(Collected data)
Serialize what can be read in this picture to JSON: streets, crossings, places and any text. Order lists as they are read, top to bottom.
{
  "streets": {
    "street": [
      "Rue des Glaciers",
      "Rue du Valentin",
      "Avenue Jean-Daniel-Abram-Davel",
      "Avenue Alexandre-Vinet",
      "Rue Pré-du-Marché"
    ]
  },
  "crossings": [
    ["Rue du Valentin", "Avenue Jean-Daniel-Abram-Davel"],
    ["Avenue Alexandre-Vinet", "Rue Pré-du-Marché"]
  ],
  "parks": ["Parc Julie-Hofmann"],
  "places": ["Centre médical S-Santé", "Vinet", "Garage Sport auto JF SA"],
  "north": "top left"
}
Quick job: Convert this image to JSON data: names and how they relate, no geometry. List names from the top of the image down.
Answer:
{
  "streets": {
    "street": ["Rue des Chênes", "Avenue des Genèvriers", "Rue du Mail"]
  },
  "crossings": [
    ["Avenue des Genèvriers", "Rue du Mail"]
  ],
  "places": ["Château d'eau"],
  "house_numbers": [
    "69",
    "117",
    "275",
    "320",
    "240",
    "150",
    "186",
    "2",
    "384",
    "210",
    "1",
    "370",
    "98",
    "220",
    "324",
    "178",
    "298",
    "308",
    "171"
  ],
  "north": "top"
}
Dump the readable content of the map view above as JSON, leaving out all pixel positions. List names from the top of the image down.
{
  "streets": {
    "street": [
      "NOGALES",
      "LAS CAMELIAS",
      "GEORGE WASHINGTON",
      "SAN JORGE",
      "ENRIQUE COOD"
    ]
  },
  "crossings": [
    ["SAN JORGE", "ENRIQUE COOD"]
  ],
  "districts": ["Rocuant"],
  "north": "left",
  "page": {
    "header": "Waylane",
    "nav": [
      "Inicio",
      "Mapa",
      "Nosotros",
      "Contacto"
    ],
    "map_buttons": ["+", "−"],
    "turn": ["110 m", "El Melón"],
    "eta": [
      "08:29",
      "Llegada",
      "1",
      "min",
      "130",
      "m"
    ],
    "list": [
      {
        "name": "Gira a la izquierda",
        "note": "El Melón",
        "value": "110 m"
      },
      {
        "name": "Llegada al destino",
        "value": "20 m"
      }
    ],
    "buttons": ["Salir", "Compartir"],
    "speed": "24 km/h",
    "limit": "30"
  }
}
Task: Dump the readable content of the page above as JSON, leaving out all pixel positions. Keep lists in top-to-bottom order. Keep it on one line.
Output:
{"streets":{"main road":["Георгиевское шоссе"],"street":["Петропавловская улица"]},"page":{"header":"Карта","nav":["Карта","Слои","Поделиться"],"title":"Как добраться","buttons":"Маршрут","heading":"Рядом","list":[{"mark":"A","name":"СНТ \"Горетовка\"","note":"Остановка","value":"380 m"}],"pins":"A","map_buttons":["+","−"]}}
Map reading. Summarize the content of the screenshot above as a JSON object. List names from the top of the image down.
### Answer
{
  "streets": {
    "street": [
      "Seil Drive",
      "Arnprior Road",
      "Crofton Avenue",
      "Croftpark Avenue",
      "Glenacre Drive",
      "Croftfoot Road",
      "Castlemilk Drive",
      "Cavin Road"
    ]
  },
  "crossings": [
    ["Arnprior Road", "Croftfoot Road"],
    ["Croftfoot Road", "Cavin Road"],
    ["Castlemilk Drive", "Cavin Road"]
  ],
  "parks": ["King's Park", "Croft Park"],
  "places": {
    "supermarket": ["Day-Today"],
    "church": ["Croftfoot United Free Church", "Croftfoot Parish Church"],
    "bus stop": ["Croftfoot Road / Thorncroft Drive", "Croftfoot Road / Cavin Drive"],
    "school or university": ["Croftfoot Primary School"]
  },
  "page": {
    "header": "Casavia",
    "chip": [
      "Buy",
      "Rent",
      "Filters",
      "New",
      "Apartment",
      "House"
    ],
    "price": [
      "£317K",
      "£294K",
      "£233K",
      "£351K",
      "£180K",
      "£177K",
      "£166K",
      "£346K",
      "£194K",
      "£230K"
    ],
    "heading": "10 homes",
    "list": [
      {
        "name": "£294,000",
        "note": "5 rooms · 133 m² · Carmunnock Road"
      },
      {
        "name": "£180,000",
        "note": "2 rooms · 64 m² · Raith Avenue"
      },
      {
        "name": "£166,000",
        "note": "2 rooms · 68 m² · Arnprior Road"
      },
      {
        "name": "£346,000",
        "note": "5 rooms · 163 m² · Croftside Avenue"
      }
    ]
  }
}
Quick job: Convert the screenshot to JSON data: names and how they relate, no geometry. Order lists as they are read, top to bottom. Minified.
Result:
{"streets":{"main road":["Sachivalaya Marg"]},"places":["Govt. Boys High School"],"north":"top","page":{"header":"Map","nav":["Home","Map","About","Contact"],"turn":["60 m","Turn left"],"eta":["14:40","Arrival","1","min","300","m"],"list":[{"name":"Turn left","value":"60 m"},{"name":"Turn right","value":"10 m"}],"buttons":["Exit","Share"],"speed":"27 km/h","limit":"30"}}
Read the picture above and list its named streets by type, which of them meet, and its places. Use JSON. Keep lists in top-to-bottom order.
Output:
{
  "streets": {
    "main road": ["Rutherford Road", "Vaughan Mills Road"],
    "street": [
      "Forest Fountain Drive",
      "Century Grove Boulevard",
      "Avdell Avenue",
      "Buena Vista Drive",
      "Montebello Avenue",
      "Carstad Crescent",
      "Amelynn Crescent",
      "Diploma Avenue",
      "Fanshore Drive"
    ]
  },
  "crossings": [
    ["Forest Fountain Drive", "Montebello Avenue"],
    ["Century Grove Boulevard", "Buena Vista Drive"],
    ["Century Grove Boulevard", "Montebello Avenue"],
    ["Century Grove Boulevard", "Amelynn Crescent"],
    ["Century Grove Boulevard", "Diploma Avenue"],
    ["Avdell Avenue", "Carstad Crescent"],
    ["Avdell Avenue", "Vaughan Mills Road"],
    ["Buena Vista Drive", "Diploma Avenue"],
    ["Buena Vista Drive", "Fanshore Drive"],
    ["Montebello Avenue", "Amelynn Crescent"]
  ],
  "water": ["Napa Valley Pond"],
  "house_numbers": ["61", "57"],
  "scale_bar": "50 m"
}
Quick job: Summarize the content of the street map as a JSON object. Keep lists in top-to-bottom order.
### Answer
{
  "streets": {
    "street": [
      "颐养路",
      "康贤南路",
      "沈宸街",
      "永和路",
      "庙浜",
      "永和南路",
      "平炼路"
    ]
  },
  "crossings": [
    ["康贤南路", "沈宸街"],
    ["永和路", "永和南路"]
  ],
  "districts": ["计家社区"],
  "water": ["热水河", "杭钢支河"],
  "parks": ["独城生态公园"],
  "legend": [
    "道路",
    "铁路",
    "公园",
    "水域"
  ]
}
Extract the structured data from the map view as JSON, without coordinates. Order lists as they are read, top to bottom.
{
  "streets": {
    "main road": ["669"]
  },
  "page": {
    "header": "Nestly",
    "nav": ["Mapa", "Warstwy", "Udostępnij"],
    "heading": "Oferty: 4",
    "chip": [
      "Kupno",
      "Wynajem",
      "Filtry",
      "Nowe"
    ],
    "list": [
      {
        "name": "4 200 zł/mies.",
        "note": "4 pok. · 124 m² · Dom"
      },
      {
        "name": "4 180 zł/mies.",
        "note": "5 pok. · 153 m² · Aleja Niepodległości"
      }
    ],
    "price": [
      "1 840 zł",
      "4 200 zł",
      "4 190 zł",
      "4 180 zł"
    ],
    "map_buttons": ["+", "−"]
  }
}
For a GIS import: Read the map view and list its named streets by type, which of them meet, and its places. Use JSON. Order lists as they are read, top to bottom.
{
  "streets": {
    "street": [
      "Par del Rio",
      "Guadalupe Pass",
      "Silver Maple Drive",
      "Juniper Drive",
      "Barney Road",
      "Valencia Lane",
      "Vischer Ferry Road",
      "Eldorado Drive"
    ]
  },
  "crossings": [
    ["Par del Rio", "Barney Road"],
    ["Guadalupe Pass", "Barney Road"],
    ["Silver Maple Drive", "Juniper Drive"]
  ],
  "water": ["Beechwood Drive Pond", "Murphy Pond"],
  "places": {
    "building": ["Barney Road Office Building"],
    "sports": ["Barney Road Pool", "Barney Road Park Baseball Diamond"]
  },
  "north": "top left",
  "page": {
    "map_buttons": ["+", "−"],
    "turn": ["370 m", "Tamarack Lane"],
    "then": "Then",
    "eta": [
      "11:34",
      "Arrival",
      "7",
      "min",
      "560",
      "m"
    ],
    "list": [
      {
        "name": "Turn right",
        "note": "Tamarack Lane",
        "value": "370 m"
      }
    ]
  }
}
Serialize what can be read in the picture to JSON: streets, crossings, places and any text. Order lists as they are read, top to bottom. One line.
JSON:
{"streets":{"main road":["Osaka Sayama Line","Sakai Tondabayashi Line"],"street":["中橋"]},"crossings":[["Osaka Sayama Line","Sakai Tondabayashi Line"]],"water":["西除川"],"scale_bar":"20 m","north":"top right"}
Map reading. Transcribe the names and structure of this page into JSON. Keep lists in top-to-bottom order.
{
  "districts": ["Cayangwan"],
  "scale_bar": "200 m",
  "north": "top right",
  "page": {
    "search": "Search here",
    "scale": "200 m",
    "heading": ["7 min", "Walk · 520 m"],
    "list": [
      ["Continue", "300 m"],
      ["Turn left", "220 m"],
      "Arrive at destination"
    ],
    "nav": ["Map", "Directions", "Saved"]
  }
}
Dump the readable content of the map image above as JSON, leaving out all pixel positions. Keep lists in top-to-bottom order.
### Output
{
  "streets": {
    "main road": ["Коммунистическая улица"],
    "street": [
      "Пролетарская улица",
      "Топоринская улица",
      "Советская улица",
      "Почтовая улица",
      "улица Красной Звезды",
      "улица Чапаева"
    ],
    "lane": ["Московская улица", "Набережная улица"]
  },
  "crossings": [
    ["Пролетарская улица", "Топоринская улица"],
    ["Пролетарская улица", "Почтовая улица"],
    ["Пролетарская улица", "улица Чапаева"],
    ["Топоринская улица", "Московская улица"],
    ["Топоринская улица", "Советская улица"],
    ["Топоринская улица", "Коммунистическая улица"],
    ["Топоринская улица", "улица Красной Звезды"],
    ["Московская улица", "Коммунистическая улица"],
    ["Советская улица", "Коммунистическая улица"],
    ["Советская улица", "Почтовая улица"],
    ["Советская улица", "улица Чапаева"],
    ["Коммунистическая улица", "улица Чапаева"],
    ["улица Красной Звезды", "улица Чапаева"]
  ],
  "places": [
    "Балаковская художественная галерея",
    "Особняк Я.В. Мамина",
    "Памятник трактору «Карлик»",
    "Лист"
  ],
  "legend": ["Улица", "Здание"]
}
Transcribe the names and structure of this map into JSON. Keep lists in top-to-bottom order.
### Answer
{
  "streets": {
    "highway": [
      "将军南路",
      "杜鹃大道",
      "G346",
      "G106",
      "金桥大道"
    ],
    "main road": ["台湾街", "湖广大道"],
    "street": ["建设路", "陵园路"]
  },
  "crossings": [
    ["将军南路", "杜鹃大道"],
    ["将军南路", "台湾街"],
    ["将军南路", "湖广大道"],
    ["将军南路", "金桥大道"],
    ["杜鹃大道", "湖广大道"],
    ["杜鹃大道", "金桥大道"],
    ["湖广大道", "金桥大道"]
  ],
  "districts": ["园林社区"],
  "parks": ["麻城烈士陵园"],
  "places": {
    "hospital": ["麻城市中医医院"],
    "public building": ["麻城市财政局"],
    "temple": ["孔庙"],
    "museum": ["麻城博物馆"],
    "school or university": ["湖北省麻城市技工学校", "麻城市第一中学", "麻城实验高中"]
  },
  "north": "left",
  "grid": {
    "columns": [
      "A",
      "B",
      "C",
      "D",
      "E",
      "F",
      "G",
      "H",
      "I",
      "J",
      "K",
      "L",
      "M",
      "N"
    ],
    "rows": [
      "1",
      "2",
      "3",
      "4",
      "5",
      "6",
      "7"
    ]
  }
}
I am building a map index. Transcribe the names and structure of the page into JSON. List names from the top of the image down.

> _WHAT THIS TASK INVOLVES_
Working from the entries above, find every line in which the word "screenshot" occurs and copy it.

> _RESPONSE AREA_
Map reading. Summarize the content of the screenshot above as a JSON object. List names from the top of the image down.
Quick job: Convert the screenshot to JSON data: names and how they relate, no geometry. Order lists as they are read, top to bottom. Minified.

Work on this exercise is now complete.